(Corrects to ‘European rights court’, not ‘EU court’ in headline)
WARSAW (Reuters) -The Polish justice minister infringed on the rights of two court officials when he dismissed them without letting them appeal, the European Court of Human Rights (ECHR) ruled on Tuesday, dealing a blow to the government’s judicial reforms.
The Justice Ministry said the ruling was politically motivated and did not involve human rights.
Poland’s ruling Law and Justice (PiS) party has introduced a series of judiciary reforms that critics, including the European Union’s executive, say may harm the independence of the courts.
Those included legislation giving the justice minister the power to hire and fire the heads of courts of general jurisdiction. These judges coordinate the court’s works and execute administrative duties.
Under the new rules, judges Mariusz Broda and Alina Bojara were removed from their posts as vice-presidents of the Kielce Regional Court before their six-year term of office ended without being given an explanation or the possibility to appeal.
“As the premature termination of the applicants’ term of office as court vice-presidents had not been examined either by an ordinary court or by another body exercising judicial duties, the respondent State had infringed the very essence of the applicants’ right of access to a court,” the ECHR said.

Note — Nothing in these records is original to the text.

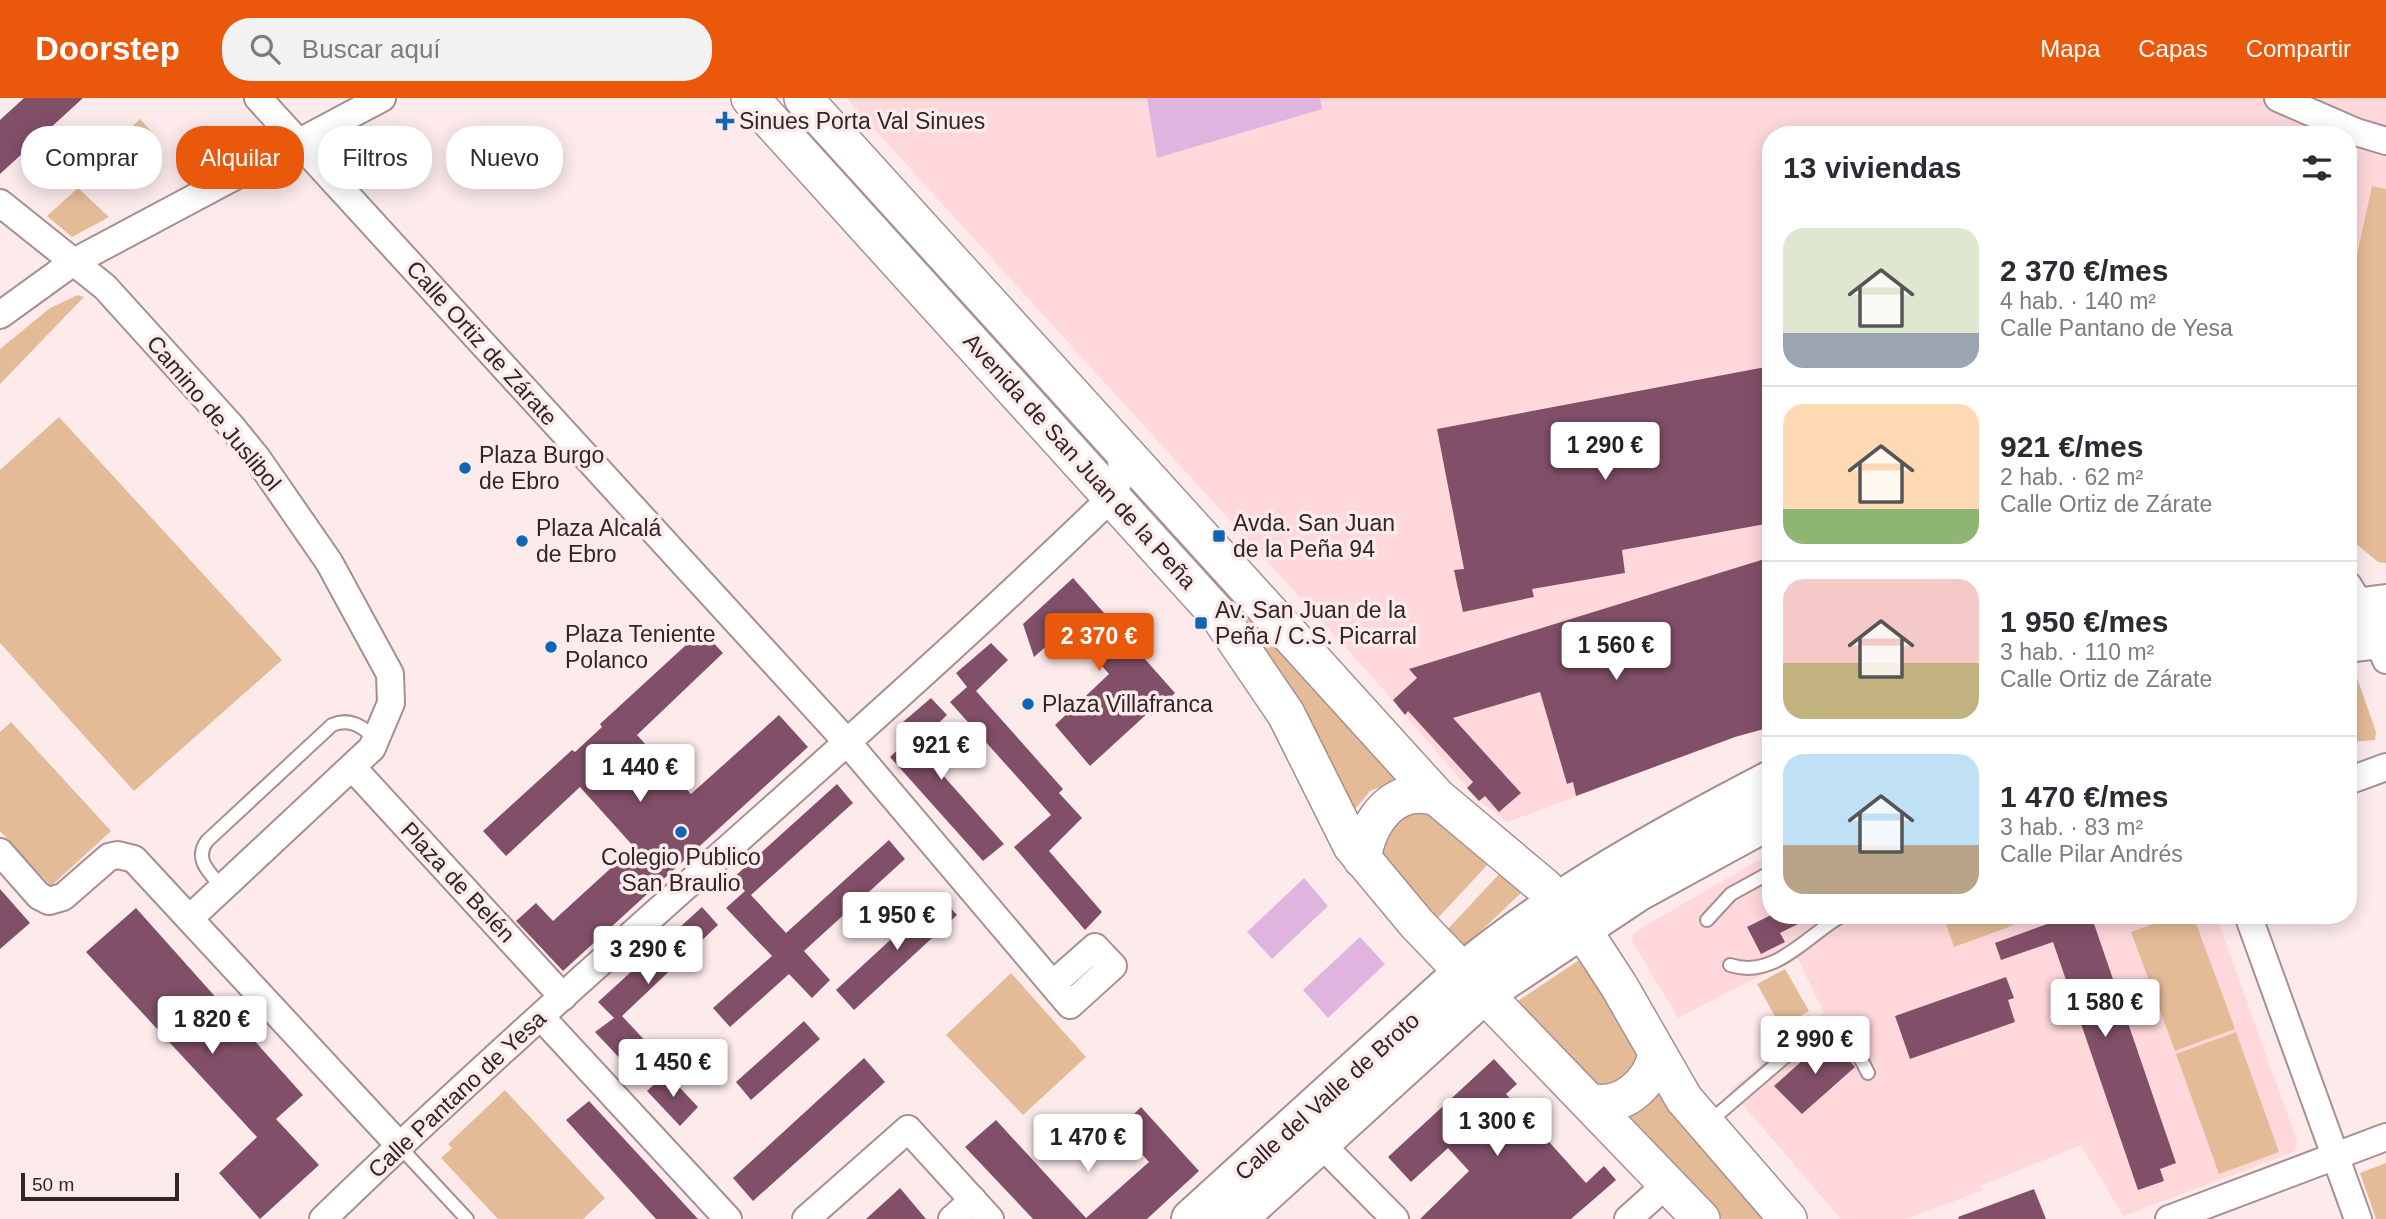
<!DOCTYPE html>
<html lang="es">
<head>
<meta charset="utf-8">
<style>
	:root { --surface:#fff; --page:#f2f2f3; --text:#2b2b33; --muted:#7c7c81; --line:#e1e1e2; --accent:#ea580c }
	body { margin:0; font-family:Arial,sans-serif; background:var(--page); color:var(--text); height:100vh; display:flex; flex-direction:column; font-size:26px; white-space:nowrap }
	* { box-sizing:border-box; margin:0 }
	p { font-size:23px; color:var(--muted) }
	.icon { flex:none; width:38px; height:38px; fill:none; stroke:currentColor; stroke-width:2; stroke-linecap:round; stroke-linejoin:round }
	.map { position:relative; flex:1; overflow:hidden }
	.drawer { position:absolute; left:1762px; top:28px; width:595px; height:798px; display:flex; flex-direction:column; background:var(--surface); border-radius:28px; box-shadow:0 4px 18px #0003 }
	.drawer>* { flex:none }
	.top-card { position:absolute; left:21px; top:28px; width:665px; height:63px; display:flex; gap:14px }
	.scale { position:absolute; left:21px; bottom:18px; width:158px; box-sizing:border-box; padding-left:7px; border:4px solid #312627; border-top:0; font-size:19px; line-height:24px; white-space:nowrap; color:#312627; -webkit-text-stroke:5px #fdebec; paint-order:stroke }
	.price { position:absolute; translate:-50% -60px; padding:0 16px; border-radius:7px; background:#fff; color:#222; font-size:23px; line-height:46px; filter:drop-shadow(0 2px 4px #0008) }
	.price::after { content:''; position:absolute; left:50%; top:42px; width:21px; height:16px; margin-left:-10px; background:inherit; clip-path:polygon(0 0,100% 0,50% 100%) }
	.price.on { background:var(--accent); color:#fff }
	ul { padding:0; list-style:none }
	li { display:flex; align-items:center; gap:21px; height:175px; padding:0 21px }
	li+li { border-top:2px solid var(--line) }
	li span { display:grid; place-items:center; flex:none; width:196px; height:140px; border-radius:21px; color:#555 }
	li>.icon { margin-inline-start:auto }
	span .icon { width:84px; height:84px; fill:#fffc; stroke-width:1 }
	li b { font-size:30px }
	h2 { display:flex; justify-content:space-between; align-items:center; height:84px; padding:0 21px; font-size:30px }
	.pill { padding:0 24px; border-radius:28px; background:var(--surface); box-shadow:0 4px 18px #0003; font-size:24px; line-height:63px }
	.pill.on { background:var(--accent); color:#fff }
	header { display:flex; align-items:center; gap:42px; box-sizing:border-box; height:98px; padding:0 35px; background:var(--accent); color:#fff }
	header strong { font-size:33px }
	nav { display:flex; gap:38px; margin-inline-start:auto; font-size:24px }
	.search { width:490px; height:63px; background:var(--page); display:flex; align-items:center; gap:18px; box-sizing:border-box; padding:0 24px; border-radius:28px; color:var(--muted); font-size:26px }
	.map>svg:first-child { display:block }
	.built { fill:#fed8da }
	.green { fill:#e4bb97 }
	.water { fill:#dfb5e0 }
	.building { fill:#815068 }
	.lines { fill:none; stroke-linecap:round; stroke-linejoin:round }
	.lane-casing { stroke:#a98e90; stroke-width:16 }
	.street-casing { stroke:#a98e90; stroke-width:30 }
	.secondary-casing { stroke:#a98e90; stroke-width:40 }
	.primary-casing { stroke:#a98e90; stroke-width:42 }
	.lane { stroke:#fff; stroke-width:12 }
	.street { stroke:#fff; stroke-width:26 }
	.secondary { stroke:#fff; stroke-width:37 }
	.primary { stroke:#fff; stroke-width:38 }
	.poi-dot { fill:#1066b4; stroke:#fdebec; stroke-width:2.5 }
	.labels { text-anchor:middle; stroke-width:7; stroke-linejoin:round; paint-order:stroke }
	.poi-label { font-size:23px; fill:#312627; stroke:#fdebec; text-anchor:start }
	.street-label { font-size:23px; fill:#312627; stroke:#fdebec }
</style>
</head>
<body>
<header>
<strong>Doorstep</strong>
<div class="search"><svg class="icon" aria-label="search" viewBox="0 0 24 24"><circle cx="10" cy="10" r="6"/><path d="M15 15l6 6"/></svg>Buscar aquí</div>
<nav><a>Mapa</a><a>Capas</a><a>Compartir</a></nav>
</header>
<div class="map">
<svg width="2386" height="1121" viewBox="0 0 2386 1121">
	<rect width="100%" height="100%" fill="#fdebec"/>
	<g class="built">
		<path d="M846,0H2386V442L2349,448L2348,37H1771V629L1735,639L1508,724L1479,703L1375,582Z"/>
		<path d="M1771,755V817H2216L2297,1043L2296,1050L2294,1054L2123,1118L2081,1047L1980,1088L1983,1092L1906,1121H1841L1730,992L1824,915L1797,859L1678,920L1632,843L1633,836L1650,825Z"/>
	</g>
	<g class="green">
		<path d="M140,21L155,38L138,54L122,38Z"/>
		<path d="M111,48L126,64L109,80L94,64Z"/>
		<path d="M2372,88L2386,91V465L2378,464L2348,439L2349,165L2355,166Z"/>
		<path d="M78,90L109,119L72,139L47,118Z"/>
		<path d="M78,197L84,199L0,286V251L50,210Z"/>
		<path d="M59,319L282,562L134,693L0,545V372Z"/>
		<path d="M1138,377L1408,678L1370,693L1352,715L1127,398Z"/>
		<path d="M2356,577L2376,634L2375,642L2349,644V578Z"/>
		<path d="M11,624L111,733L51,788L0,733V634Z"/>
		<path d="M1406,713H1427L1490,764L1437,821C1421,803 1383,769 1381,745Z"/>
		<path d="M1502,773L1521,795L1464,849L1447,832Z"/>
		<path d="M1943,817H2011L2014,827L1954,849Z"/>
		<path d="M2178,817H2193L2235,931L2175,953L2131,834Z"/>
		<path d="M1585,858L1642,952L1630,978L1603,993L1509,909Z"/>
		<path d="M1785,871L1809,913L1781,929L1757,886Z"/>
		<path d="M1011,875L1086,959L1023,1017L946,937Z"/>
		<path d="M2236,934L2279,1054L2219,1076L2176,956Z"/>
		<path d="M1658,978L1771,1121H1716L1619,1016Z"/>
		<path d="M505,992L605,1100L583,1121H498L441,1060L452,1050L448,1046Z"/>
		<path d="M2386,1065V1121H2376L2360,1075Z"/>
	</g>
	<g class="water">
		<path d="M1147,0H1320L1322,11L1157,60Z"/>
		<path d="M1304,780L1328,808L1272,861L1247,834Z"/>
		<path d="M1360,839L1385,866L1328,920L1303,892Z"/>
	</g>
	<g class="building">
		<path d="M24,0H83L0,76V22Z"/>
		<path d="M1771,268V425L1622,452L1625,475L1532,491L1534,499L1463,514L1454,472L1464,471L1437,331Z"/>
		<path d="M1771,459V629L1735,639L1576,698L1573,684L1567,686L1540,594L1453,620L1521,695L1499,714L1485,698L1479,703L1467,690L1473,684L1408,613L1405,617L1393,602L1417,580L1409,571Z"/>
		<path d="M1073,480L1175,595L1151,618L1149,614L1090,668L1055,627L1109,576L1068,529L1034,559L1023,526Z"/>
		<path d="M698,536L705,543L709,540L723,555L637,637L691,696L779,617L808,649L563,873L516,823L536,805L553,823L634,749L580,689L506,758L483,733L572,652L575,654L602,629L600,626Z"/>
		<path d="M991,545L1008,562L976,593L1063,691L1059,695L1082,720L1049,753L1102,814L1085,832L1014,749L1051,717L950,604L967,589L956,575Z"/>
		<path d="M931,600L947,617L916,647L1004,746L983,763L890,659L907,643L896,630Z"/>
		<path d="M837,686L853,705L751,797L786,835L889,742L905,761L804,853L830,882L812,900L789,876L730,929L713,910L772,858L726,810L745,793L733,780Z"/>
		<path d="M0,791L30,825L0,851Z"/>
		<path d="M939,797L957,817L854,912L836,892Z"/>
		<path d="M702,809L718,827L622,918L652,950L628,969L595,934L614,920L598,904Z"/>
		<path d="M136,810L303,997L276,1021L319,1067L260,1121L219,1075L257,1039L86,854Z"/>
		<path d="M1771,817H1816L1780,835L1785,844L1761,856L1747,829Z"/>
		<path d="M2043,817H2091L2176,1065L2160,1071L2164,1083L2138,1092L2053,844L2001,862L1995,845L2047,826Z"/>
		<path d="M2006,879L2014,900L2008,902L2015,924L1910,961L1895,918Z"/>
		<path d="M804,923L820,941L751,1002L736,984Z"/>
		<path d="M1825,942L1836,947L1855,969L1802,1016L1774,988Z"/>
		<path d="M864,960L885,984L753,1103L733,1080Z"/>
		<path d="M1494,961L1517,986L1506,996L1586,1085L1604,1068L1616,1082L1571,1121H1420L1469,1073L1448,1050L1411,1084L1388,1059Z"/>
		<path d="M666,975L698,1009L680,1028L647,993Z"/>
		<path d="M589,1003L698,1121H656L566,1022Z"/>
		<path d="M1141,1009L1199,1073L1147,1121H1033L965,1049L996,1022L1086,1120L1149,1064L1119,1031Z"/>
		<path d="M900,1090L926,1121H866Z"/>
		<path d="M2034,1091L2046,1121H1959L1958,1119Z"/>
	</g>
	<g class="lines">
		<g class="lane-casing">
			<g id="lane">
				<path d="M223,790C211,776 193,762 207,743L332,627C350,619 364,629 376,642"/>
				<path d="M1707,822L1731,796L1771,774"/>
				<path d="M1730,867C1775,882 1808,836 1843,817"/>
				<path d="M1709,1024L1815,933C1841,931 1858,953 1868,975"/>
				<path d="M399,1048L467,1121"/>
			</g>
		</g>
		<g class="street-casing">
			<g id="street">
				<path d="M258,0L847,644L1070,907L1113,868L1095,849L1054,885"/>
				<path d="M2278,0L2356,34L2386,43"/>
				<path d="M0,105L105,189L231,328L257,360L329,464L390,576L391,605L372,650L190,820"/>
				<path d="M0,217L72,165L382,0"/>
				<path d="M2348,487L2370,523L2386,562"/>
				<path d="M352,669L563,899"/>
				<path d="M2348,683L2386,669"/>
				<path d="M0,754L39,798L49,803L63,799L109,759L118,757L134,761L399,1047"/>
				<path d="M2248,817L2358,1121"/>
				<path d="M541,919L728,1121"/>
				<path d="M1319,1044L1395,1121"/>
				<path d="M323,1121C579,873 857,646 1113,398L1122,374L1120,350"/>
				<path d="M806,1121L908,1031L990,1121"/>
				<path d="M952,1121L973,1102"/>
				<path d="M1628,1121L1667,1086"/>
				<path d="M2169,1121L2386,1039"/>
			</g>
		</g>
		<g class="secondary-casing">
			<g id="secondary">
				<path d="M750,0L1220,519L1286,616L1352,748L1417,826L1701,1121"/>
				<path d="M803,0L1437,699L1543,788L1572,816L1619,888L1684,1001L1788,1121"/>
				<path d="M1362,761C1368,724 1393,685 1437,699"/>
				<path d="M1590,1004C1622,1012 1651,986 1657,956"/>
			</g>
		</g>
		<g class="primary-casing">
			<g id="primary">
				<path d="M2348,511L2386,506"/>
				<path d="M2348,545L2386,540"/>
				<path d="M1191,1121L1462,875C1556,797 1663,738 1771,682"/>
				<path d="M1237,1121L1484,896L1639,793L1771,721"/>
			</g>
		</g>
		<use href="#lane" class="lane"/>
		<use href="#street" class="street"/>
		<use href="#secondary" class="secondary"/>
		<use href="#primary" class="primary"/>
	</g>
	<g class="poi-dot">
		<path d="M721.5 12.5h7v7h7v7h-7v7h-7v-7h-7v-7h7z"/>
		<circle cx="465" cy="370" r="7"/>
		<rect x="1212" y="431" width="14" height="14" rx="3.5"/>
		<circle cx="522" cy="443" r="7"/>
		<rect x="1194" y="518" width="14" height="14" rx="3.5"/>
		<circle cx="551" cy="549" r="7"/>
		<circle cx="1028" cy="606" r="7"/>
		<circle cx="681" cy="734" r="7"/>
	</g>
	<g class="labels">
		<g class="poi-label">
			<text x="739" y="31">Sinues Porta Val Sinues</text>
			<text x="479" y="365">Plaza Burgo<tspan x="479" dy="26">de Ebro</tspan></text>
			<text x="1233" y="433">Avda. San Juan<tspan x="1233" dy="26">de la Peña 94</tspan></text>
			<text x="536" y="438">Plaza Alcalá<tspan x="536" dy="26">de Ebro</tspan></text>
			<text x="1215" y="520">Av. San Juan de la<tspan x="1215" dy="26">Peña / C.S. Picarral</tspan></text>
			<text x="565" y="544">Plaza Teniente<tspan x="565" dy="26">Polanco</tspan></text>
			<text x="1042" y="614">Plaza Villafranca</text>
			<text x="681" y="767" text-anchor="middle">Colegio Publico<tspan x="681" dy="26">San Braulio</tspan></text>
		</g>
		<g class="street-label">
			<text transform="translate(482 245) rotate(48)" y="8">Calle Ortiz de Zárate</text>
			<text transform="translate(214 315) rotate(50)" y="8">Camino de Juslibol</text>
			<text transform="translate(1080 363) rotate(48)" y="8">Avenida de San Juan de la Peña</text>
			<text transform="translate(458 784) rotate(47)" y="8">Plaza de Belén</text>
			<text transform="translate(457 996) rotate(-43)" y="8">Calle Pantano de Yesa</text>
			<text transform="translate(1327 998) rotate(-42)" y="8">Calle del Valle de Broto</text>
		</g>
	</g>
</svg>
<div class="scale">50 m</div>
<b class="price" style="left:1605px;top:384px">1 290 €</b>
<b class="price on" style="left:1099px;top:575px">2 370 €</b>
<b class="price" style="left:1616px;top:584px">1 560 €</b>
<b class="price" style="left:941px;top:684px">921 €</b>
<b class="price" style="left:640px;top:706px">1 440 €</b>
<b class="price" style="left:897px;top:854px">1 950 €</b>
<b class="price" style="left:648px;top:888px">3 290 €</b>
<b class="price" style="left:2105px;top:941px">1 580 €</b>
<b class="price" style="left:212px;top:958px">1 820 €</b>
<b class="price" style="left:1815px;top:978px">2 990 €</b>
<b class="price" style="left:673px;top:1001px">1 450 €</b>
<b class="price" style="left:1497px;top:1060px">1 300 €</b>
<b class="price" style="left:1088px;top:1076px">1 470 €</b>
<div class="top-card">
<a class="pill">Comprar</a>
<a class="pill on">Alquilar</a>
<a class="pill">Filtros</a>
<a class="pill">Nuevo</a>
</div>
<section class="drawer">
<h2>13 viviendas<svg class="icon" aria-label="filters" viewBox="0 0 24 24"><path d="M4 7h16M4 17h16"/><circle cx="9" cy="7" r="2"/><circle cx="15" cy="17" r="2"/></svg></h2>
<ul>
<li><span style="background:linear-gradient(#dfe7d0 75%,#9aa5b1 0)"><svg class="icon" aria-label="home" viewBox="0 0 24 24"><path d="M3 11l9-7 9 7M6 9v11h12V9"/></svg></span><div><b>2 370 €/mes</b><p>4 hab. · 140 m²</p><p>Calle Pantano de Yesa</p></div></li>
<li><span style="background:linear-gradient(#ffd9b3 75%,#8fb573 0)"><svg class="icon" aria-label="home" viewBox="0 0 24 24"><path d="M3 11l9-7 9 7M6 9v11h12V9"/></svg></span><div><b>921 €/mes</b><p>2 hab. · 62 m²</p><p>Calle Ortiz de Zárate</p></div></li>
<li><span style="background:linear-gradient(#f6c9c9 60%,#c2b280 0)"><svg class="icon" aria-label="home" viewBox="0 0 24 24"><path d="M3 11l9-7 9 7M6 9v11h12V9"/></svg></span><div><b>1 950 €/mes</b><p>3 hab. · 110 m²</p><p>Calle Ortiz de Zárate</p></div></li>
<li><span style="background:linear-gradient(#bfe0f5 65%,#b9a48a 0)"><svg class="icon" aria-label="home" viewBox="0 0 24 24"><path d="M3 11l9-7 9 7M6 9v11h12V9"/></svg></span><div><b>1 470 €/mes</b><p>3 hab. · 83 m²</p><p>Calle Pilar Andrés</p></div></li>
</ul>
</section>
</div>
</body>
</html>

It ruled that Poland should pay each applicant 20,000 euros in damages. Both sides have three months to appeal.
The justice ministry said in a statement that the applicants were not deprived of their judicial functions.
“The court absurdly considered that holding the administrative function of vice-president of a court … is a human right protected under the Convention,” it said. “The Justice Ministry regrets that the court took a politically motivated decision against Poland.”
Justice Minister Zbigniew Ziobro fired more than 150 court presidents and vice-presidents over a six-month period in 2017 and 2018, according to Polish Judges Association Iustitia.
In May, the ECHR ruled that a Polish company had been denied its right to a proper hearing due to the illegal appointment of a Constitutional Court judge, opening the way for challenges to Poland’s top court.